Introduction And Writing Your First Shellcode

    First of all, I am sorry for the annoying ads. Now, reboot your mind and grab popcorn it's not going to be a short article.

Note: [Explicit Content] This article is not for infants.

 

* Introduction:

It's been a while without any dedicated articles for Hackers or Security Researchers (whatever you call). 

As some of you guys requested, today we will be covering "Shellcode" which time will prove an extremely handy tool in your toolbox.

Let's start with some prerequisites and recommendations.
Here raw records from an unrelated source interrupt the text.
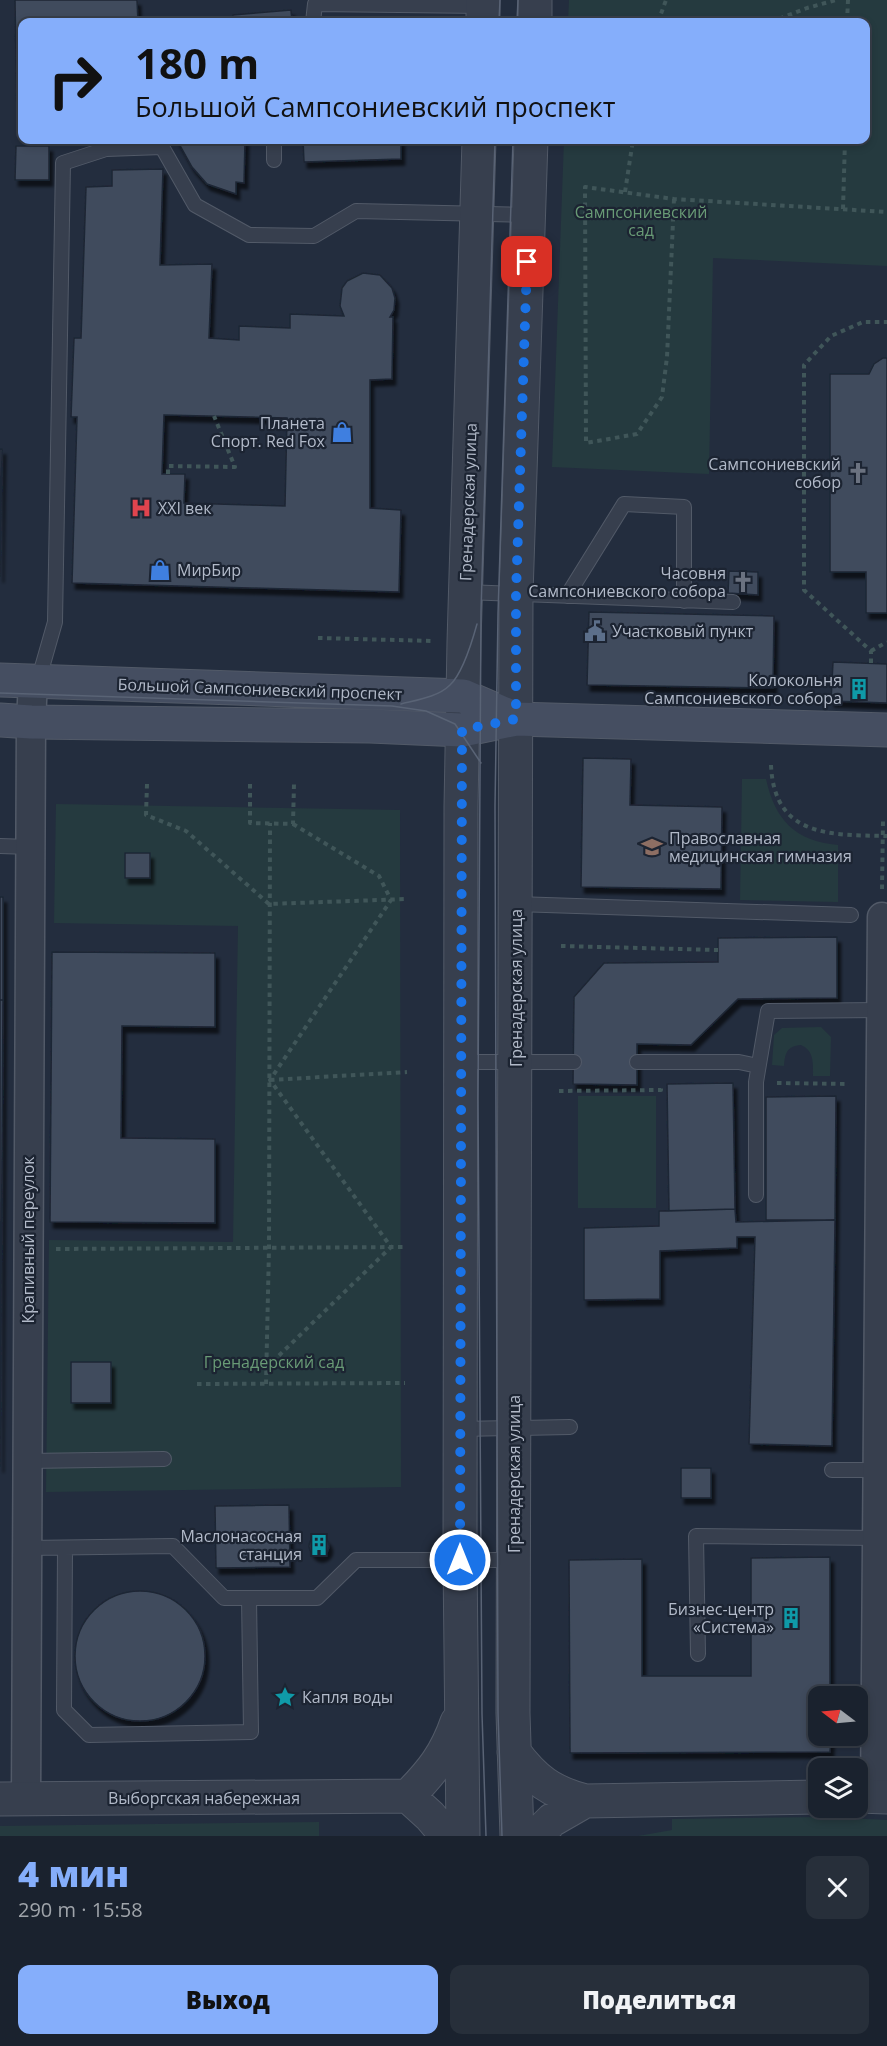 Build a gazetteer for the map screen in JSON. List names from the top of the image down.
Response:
{
  "streets": {
    "main road": ["Большой Сампсониевский проспект"],
    "street": ["Гренадерская улица", "Крапивный переулок", "Выборгская набережная"]
  },
  "crossings": [
    ["Гренадерская улица", "Большой Сампсониевский проспект"],
    ["Большой Сампсониевский проспект", "Крапивный переулок"],
    ["Крапивный переулок", "Выборгская набережная"]
  ],
  "parks": ["Сампсониевский сад", "Гренадерский сад"],
  "places": {
    "shop": ["Планета Спорт. Red Fox", "МирБир"],
    "church": ["Сампсониевский собор", "Часовня Сампсониевского собора"],
    "hospital": ["XXI век"],
    "public building": ["Участковый пункт"],
    "building": ["Колокольня Сампсониевского собора", "Маслонасосная станция", "Бизнес-центр «Система»"],
    "school or university": ["Православная медицинская гимназия"],
    "place": ["Капля воды"]
  },
  "north": "left",
  "page": {
    "turn": ["180 m", "Большой Сампсониевский проспект"],
    "heading": ["4 мин", "290 m · 15:58"],
    "buttons": ["Выход", "Поделиться"]
  }
}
* Difficulty: Intermediate (Don't worry, just follow me it will be super interesting and eszy)

 

* Who is recommended to read this?

  • Anyone who is trying hard to remove their "Script Kiddie" title.
  • This article is dedicated to all hackers (white hat, black hat, pink hat, yellow hat, green hat).


For some of you, the below prerequisite will be a 'GOOD BYE'. But hey, don't worry, I will help you with the prerequisite too.

* Prerequisite:

  • Basic knowledge of Assembly Language. (click_here_to_learn
  • Basic C programming language. ;-')
  • Basic English. (Hi, Can you read this? If yes: you can skip this)
  • Basic memory management concepts like Stack and Stack Frames. (learn_more)
  • Strong History and Chemistry knowledge :-')



* The WHAT, WHY, and HOW... 

Shellcode -in a nutshell:

Shellcode, also sometimes referred to as an exploit payload is a (usually) small self-contained program that does the real work once a program has been hacked.

"Gaining control of your target is just the beginning. The real fun begins after that" -- MeAndMyQwerty ;-')


Shellcode usually spawns a shell, as that is an elegant way to hand off control; but it can do anything a normal program can do.

Unfortunately, for many hackers, the shellcode story stops at copying and pasting bytes. These hackers are just scratching the surface of what's possible. Custom shellcode gives you absolute control over the exploited program. Perhaps you want your shellcode to add an admin account to /etc/passwd or to automatically remove lines from log files. Once you know how to write your own shellcode, your exploits are limited only by your imagination. In addition, writing shellcode develops assembly language skills and employs a number of hacking techniques worth knowing.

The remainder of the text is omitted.